Fat chance. Lott's tantrum is part preening egotism, part sour grapes. It's also a doomed attempt to emulate Daschle's only real victory as minority leader, the unprecedented power-sharing arrangement he negotiated with Lott in January. But Lott's situation is different. And that's not just based on the numbers. When Daschle made his bold demand, Washington was still caught in the throes of Bush's much-hyped, short-lived atmosphere of "bipartisanship." Had they denied Daschle so early on, Bush and Lott would have risked shattering this carefully crafted illusion and ending their honeymoon prematurely. But Jim Jeffords' defection from the GOP and Bush's own governing style have taken care of all that. Only Lott doesn't seem to realize that the playing field has shifted. His demand comes at a time when the very notion of that sort of bipartisanship has become embarrassing, especially to Democrats who swooned at Bush's early entreaties only to be humiliated over nominations and the tax cut. To accommodate Lott now would not only be unnecessary, but pathetic.

Then there's the matter of Lott's threat and what it would actually bring about. Republicans have said they may filibuster a new Senate organizational agreement, essentially shutting down the government over judicial nominees. Were this to happen, it would certainly command attention. But not the sort of attention that favors Republicans.

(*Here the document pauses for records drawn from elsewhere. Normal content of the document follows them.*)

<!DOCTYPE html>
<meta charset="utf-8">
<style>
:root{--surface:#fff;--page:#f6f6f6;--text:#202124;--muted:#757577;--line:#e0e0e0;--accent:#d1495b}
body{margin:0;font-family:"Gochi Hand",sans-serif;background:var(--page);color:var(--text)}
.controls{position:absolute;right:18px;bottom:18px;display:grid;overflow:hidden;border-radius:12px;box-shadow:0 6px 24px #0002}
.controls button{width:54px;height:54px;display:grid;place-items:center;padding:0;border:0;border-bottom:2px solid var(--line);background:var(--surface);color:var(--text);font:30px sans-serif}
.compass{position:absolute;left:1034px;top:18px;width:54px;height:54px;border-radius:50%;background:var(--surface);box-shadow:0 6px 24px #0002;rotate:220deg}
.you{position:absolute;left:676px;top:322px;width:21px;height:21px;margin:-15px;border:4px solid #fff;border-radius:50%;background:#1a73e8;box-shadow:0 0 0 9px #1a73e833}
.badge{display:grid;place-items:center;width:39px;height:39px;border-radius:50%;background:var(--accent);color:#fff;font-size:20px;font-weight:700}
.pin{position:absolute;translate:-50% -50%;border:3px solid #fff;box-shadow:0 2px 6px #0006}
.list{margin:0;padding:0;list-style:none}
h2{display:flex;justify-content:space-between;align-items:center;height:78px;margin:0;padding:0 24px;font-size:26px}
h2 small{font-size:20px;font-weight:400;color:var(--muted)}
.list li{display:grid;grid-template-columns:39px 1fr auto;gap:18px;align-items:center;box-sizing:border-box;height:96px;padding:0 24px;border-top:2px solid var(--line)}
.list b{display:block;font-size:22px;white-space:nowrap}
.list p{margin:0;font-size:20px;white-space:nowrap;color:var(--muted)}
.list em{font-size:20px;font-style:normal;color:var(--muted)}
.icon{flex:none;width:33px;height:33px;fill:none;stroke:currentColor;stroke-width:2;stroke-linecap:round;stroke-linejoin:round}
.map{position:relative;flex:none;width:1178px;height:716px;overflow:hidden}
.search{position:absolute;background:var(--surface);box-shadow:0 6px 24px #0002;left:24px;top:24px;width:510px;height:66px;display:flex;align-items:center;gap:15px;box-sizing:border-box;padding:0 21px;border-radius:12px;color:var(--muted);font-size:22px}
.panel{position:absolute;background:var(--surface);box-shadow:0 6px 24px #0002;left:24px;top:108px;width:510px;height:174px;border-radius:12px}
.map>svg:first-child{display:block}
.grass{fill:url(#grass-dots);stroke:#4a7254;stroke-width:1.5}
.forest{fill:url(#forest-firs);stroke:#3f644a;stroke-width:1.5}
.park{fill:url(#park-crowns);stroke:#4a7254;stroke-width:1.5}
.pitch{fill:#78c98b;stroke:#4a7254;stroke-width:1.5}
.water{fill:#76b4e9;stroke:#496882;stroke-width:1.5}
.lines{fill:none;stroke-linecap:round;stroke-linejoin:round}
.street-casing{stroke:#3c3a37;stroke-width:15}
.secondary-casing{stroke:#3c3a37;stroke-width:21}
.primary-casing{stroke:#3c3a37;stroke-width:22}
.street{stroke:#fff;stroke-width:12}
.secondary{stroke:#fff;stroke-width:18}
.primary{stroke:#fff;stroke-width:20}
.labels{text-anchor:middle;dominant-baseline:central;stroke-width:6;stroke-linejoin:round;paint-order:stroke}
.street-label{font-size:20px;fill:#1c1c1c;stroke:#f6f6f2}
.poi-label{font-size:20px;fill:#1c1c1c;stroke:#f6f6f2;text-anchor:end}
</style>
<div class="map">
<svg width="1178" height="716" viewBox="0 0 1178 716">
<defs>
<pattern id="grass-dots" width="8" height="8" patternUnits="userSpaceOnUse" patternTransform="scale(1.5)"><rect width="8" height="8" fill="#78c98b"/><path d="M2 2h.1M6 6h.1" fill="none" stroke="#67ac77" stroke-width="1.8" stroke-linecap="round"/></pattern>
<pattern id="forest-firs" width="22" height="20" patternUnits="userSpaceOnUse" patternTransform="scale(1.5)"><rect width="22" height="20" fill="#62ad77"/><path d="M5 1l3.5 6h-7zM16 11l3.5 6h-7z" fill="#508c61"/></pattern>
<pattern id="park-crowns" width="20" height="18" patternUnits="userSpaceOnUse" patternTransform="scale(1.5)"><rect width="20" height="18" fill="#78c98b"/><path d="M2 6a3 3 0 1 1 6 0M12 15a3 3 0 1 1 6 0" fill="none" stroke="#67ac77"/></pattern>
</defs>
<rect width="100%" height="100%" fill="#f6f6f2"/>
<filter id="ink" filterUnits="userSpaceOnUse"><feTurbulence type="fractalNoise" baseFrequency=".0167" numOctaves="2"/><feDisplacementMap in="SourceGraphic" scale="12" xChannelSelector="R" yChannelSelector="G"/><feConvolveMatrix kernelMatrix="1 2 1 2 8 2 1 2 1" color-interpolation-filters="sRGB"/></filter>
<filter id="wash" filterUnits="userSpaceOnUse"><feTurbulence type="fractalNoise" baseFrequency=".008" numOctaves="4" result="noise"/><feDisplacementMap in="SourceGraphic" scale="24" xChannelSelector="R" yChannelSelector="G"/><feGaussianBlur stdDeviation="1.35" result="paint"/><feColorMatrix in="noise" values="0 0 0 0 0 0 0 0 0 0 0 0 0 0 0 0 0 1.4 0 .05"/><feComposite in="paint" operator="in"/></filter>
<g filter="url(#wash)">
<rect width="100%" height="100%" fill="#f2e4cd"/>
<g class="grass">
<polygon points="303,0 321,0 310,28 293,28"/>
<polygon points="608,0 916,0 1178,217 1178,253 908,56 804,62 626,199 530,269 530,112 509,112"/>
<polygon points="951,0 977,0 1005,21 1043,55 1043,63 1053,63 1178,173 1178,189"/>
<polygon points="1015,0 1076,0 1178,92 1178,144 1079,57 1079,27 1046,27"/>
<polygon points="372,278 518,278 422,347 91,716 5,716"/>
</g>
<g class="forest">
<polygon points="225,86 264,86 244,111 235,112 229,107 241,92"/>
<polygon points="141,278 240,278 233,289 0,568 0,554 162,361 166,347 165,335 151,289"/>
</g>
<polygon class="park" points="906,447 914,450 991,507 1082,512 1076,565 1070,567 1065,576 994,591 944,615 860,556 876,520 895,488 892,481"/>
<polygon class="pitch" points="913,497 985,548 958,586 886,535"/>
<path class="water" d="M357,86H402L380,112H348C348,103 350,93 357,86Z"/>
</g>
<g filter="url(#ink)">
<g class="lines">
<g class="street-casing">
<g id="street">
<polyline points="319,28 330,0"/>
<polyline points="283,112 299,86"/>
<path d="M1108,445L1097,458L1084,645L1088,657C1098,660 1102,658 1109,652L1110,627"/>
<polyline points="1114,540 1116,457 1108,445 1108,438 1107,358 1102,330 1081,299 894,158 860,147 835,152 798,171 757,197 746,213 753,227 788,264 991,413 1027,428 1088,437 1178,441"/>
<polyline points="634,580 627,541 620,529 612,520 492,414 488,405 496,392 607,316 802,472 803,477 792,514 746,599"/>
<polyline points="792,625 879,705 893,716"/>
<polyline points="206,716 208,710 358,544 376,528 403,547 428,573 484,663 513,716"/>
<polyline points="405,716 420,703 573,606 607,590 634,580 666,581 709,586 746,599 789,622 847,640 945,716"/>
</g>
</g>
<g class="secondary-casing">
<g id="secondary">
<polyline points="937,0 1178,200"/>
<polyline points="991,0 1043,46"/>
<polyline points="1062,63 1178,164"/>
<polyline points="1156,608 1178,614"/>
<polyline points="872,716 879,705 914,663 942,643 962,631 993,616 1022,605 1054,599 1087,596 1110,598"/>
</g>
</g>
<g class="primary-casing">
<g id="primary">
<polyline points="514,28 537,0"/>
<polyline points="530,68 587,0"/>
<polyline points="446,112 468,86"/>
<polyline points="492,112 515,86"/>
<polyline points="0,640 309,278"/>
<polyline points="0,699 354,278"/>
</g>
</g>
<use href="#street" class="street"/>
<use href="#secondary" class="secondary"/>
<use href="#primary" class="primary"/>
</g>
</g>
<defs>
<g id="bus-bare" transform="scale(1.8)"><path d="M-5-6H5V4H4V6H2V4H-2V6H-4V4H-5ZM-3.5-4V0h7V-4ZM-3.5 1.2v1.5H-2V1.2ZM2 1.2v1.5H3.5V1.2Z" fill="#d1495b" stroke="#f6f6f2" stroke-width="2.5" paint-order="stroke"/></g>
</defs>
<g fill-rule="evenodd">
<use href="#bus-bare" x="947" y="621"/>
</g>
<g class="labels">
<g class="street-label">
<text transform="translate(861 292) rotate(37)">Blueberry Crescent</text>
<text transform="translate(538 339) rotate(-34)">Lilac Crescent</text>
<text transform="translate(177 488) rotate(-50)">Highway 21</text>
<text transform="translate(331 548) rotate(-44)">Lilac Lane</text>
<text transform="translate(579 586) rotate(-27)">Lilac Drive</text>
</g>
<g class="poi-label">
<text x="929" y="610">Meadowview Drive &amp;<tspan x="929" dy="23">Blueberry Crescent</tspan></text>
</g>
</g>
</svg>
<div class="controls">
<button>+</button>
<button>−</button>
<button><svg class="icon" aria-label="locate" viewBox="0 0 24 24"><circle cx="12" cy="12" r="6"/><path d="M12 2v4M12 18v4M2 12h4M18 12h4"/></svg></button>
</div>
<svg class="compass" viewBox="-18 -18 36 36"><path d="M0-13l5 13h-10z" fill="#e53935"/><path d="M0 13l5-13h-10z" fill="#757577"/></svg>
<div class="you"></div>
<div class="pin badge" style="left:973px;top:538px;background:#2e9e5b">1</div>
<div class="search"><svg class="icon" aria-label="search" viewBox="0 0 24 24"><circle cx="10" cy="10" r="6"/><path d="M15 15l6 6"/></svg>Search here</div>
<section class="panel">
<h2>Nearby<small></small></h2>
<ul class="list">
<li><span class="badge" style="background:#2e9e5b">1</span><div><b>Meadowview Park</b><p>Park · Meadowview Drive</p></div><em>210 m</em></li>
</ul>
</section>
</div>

Bush's surprising effectiveness as president has occurred principally because he abandoned a bipartisan approach in favor of a strict conservative agenda that dismisses any and all opposition with glib generalities. The considerable success Republicans have enjoyed to date has been achieved by avoiding exactly the kind of scrutiny that a government shutdown would generate -- remember, until Jeffords' sudden defection, the
defining characteristic of Democrats during the Bush administration was their inability to raise public awareness of their opposition to any of Bush's plans.

But another Republican-led shutdown would do exactly that. Leaving aside the obvious point that it would thwart Republicans' own agenda, nothing could command the media's rapt attention and scrutiny quicker than a shutdown over judicial nominees. With legislation stalled over a high-stakes ideological battle, the press would have little choice but to look beyond the superficial qualities that they've focused on to date (such as the race and gender of Bush's reactionary nominees) and explain to the public what exactly is so controversial about Bush's choice of nominees to the federal bench. That's a scenario can only benefit moderates and liberals.

So Lott's threat of a shutdown is either empty or foolish. Either way, Daschle must appreciate the unexpected help.